= Mappae clavicula =

Medieval recipes for crafts materials

The mappae clavicula is a medieval Latin text containing manufacturing recipes for crafts materials, including for metals, glass, mosaics, and dyes and tints for materials. The information and style in the recipes is very terse. Each recipe consists of the names of the ingredients and typically about two sentences on combining the ingredients together. A small minority of the recipes go to about six sentences. The text comes with a short preamble, and other than that it is just recipes. The number of recipes was expanded over the course of the medieval centuries, and some medieval copies have deletions as well as additions, so it is better thought of as a family of texts with a largely common core, not a single text. Most of the Mappae Clavicula recipes are also in medieval Latin in a text known as the Compositiones ad Tingenda (English: "Recipes for Coloring (or Tingeing)").

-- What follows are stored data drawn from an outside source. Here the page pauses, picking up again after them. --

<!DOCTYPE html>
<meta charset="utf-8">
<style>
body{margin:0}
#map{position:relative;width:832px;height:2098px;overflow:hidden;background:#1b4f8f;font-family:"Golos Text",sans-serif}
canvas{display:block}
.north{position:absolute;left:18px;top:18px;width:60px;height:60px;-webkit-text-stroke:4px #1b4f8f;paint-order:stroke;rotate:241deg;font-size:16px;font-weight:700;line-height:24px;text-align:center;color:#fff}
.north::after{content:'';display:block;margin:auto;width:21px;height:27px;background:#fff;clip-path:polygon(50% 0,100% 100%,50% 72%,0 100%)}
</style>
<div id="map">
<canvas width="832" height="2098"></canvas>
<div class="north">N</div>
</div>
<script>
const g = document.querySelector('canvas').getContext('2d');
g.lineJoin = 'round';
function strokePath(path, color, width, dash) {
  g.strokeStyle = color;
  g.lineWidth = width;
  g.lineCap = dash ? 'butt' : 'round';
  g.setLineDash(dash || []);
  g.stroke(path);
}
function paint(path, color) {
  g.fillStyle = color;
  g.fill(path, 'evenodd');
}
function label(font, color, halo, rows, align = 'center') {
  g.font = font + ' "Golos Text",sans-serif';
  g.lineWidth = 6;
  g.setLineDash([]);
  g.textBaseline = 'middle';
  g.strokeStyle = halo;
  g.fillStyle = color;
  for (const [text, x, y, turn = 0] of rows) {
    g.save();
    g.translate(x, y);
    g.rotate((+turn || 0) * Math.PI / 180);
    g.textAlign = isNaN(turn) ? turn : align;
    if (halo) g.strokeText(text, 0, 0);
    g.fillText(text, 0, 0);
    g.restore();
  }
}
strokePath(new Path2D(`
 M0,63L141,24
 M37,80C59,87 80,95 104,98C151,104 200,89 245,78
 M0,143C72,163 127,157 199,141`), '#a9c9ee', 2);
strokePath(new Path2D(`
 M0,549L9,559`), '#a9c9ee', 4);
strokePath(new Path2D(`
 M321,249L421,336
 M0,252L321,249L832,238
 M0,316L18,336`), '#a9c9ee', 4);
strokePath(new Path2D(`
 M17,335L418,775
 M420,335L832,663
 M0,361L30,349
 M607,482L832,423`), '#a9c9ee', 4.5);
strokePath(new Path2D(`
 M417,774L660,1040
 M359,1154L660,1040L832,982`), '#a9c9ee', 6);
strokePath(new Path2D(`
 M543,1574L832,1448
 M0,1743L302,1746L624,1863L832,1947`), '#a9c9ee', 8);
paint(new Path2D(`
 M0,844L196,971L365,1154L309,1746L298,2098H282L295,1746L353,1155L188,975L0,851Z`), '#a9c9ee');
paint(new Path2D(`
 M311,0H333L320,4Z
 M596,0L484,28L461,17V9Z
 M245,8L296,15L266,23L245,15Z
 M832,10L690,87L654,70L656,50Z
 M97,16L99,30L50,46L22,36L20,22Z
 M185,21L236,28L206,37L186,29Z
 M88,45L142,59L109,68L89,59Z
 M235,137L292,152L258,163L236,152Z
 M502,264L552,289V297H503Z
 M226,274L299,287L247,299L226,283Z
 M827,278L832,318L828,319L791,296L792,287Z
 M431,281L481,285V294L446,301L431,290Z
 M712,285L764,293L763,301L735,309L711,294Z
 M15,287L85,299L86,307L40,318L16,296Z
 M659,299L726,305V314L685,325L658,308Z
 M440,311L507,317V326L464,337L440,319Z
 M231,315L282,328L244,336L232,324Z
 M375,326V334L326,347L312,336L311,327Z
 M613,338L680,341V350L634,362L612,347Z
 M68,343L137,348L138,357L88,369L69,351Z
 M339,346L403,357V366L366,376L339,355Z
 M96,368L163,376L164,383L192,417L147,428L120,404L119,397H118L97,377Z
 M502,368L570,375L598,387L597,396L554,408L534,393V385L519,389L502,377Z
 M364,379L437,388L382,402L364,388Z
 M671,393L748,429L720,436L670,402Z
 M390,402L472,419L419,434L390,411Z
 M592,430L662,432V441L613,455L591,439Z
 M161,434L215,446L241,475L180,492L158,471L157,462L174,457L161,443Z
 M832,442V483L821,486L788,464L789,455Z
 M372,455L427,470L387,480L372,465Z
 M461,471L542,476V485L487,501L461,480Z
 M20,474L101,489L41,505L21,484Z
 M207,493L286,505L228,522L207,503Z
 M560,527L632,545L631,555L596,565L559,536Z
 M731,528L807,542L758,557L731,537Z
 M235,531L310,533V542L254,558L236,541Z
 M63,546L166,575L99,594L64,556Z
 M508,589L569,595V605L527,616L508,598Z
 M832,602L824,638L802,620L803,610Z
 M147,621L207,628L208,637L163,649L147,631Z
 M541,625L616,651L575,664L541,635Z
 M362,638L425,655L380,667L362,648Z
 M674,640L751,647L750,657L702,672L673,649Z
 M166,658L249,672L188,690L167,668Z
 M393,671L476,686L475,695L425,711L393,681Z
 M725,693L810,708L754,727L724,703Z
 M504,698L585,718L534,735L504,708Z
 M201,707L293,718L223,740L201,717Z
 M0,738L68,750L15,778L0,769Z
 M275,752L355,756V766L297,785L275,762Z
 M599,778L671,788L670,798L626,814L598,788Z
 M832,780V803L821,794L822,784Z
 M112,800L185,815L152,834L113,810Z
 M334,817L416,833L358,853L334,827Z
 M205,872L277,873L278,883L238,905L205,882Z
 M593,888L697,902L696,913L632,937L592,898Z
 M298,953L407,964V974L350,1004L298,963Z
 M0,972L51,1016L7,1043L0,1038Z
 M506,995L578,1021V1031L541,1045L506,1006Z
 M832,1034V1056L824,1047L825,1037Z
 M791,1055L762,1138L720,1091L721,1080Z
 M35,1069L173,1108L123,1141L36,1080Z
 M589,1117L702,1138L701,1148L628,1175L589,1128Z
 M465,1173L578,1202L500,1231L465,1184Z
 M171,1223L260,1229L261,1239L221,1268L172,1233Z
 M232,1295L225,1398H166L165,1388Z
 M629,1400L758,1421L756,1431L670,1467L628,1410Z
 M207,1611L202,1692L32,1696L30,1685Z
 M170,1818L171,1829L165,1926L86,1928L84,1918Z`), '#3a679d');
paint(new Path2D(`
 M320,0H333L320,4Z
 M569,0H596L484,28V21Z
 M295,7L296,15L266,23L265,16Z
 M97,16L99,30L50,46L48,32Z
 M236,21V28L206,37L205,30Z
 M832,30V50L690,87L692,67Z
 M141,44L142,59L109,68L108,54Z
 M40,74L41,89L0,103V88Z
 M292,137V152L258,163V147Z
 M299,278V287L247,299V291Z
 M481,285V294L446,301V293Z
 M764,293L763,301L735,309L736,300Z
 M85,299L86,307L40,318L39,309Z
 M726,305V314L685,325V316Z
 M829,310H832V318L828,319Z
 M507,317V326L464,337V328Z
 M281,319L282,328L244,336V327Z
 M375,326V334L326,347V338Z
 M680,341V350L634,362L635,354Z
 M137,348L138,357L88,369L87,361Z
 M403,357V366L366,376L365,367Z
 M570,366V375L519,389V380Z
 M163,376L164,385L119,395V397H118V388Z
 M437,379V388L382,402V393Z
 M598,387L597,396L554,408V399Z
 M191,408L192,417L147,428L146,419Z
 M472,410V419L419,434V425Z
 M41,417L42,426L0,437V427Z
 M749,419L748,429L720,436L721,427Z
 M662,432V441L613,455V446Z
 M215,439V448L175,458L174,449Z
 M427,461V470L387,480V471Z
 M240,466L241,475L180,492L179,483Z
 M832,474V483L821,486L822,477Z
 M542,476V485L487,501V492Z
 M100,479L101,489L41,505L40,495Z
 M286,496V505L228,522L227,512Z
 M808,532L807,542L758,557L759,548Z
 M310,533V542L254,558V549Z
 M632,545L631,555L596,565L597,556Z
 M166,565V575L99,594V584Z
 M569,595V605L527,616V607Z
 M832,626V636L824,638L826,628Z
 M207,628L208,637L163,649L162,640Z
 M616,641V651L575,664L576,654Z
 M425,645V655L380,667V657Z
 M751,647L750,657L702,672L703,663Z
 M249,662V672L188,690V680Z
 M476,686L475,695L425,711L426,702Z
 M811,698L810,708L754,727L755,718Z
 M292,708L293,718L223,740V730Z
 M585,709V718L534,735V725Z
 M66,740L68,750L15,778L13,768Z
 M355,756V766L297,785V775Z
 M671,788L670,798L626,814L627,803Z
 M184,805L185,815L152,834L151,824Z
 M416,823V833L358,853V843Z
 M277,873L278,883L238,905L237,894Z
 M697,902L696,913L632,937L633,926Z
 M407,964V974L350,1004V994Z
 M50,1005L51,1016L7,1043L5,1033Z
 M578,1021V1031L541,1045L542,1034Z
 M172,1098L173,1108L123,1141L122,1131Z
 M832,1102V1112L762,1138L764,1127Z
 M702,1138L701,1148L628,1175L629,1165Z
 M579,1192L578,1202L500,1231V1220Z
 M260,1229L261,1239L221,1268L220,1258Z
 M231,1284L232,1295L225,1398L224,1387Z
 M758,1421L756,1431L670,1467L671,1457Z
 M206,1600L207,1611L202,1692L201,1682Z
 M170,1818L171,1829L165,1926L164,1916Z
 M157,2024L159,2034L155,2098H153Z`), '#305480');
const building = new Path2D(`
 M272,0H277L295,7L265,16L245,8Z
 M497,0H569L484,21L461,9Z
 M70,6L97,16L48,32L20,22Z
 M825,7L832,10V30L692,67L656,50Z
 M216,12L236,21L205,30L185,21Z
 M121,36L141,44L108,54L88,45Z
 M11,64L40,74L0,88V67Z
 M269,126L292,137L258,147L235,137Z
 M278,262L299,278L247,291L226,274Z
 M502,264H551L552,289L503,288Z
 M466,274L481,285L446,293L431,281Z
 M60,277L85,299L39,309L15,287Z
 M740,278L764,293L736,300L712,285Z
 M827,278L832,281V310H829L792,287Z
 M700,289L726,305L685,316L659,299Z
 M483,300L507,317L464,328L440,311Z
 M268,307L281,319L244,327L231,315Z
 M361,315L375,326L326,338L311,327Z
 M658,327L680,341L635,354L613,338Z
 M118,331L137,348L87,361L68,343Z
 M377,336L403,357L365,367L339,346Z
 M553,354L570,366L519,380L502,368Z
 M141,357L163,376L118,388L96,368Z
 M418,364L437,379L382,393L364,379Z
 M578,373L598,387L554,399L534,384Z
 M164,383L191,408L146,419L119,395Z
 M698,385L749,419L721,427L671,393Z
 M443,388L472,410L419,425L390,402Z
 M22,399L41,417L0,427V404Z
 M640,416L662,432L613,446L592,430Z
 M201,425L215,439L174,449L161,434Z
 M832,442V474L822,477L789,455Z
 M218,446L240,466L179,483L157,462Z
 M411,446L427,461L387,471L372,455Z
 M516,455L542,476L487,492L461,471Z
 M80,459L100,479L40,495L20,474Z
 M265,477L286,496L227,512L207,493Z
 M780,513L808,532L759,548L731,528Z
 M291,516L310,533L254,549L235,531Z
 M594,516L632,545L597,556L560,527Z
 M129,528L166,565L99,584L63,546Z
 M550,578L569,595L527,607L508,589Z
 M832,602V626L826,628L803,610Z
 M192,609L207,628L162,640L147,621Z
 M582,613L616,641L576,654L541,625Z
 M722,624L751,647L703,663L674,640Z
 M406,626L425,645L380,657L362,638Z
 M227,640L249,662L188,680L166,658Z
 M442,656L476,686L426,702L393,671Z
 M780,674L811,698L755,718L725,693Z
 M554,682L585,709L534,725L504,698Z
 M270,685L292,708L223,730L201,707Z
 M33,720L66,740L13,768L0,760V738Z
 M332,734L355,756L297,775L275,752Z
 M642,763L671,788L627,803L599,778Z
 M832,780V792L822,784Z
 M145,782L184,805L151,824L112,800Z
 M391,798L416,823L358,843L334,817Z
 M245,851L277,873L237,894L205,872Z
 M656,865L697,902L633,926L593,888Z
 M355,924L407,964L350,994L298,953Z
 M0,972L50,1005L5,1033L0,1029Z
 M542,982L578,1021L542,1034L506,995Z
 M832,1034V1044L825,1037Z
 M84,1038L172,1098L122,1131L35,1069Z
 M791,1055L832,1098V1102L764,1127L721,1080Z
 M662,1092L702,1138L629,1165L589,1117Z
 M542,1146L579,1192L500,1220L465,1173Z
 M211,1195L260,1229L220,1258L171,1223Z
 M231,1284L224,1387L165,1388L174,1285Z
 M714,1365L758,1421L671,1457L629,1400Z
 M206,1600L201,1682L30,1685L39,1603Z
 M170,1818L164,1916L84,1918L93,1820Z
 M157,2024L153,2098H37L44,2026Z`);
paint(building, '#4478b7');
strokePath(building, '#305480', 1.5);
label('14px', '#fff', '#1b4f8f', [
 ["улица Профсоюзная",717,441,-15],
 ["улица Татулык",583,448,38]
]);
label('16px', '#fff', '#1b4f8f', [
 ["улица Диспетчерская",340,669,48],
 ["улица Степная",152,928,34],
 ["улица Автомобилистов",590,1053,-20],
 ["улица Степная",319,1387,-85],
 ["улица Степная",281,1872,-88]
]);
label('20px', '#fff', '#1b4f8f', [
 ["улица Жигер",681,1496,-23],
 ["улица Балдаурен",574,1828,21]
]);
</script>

== Origin and accretion ==
The core was probably originally compiled around AD 600, perhaps in Alexandria in Egypt, in Greek. The core contains items traceable to earlier Alexandrian Greek texts, particularly the Stockholm papyrus and Leiden Papyrus X, which are Greek texts dated to the 2nd or 3rd century AD that contain some of the same and similar recipes. The first few recipes in the Phillipps-Corning manuscript of the Mappae clavicula were long considered integral, but they form a distinct separate entity, the De coloribus et mixtionibus, which survives (in whole or in part) in at least 62 manuscripts. The core of the Latin Mappae clavicula is very likely a translation of a Greek text, although the original Greek text (if it existed) does not exist today.

The best manuscripts of the Mappae clavicula date from the eighth to the twelfth century.

One of the fullest collections of recipes is in a certain manuscript dated late 12th century in which about 300 recipes are presented. In this manuscript, called the Phillipps-Corning manuscript, some of the names for some materials are Arabic names (e.g. alquibriz from the Arabic for sulphur, atincar from the Arabic for borax, alcazir from the Arabic for tin). The recipes containing the Arabic names are historically later, and are in all likelihood no earlier than the 12th century. Certain earlier manuscripts have about 200 recipes.

==Example==
Here is a translation of one recipe for joining tin:

1 part of soap, 1 part of pine resin, 1 part of soda and some borax. Coat the tin with this and heat lightly, as you know how, until it joins together, and quench it while still hot in water.

==Manuscripts==
The principal manuscripts are:
- The Lucca MS, Lucca, Biblioteca Capitolare Feliniana, Codex 490, the oldest witness, c. 800.
- The Sélestat MS, Sélestat, Bibliothèque Humaniste, MS 17. A very full yet old witness, early ninth century.
- The Codex Matritensis ('Madrid codex'), Madrid, Biblioteca Nacional, MS A.16 (Was: MS A.19), c. 1130.
- The Phillipps-Corning Manuscript, Corning Museum of Glass, MS 5, late twelfth century.

These are simply among the fullest witnesses - there are dozens more that preserve extracts.

== Title ==
The title, Mappae clavicula, is absurd, translating approximately as 'the little key to the small cloth'. The best explanation is that it is a mis-translation from a Greek original, in which χειρόκμητον kheirókmēton ('knack' or 'trick of the trade') was mis-read as χειρόμακτρον kheirómaktron ('hand-towel'). This is consistent with the observation that certain recipes derive from the Greek technical papyri, the Leyden papyrus X and the Stockholm papyrus.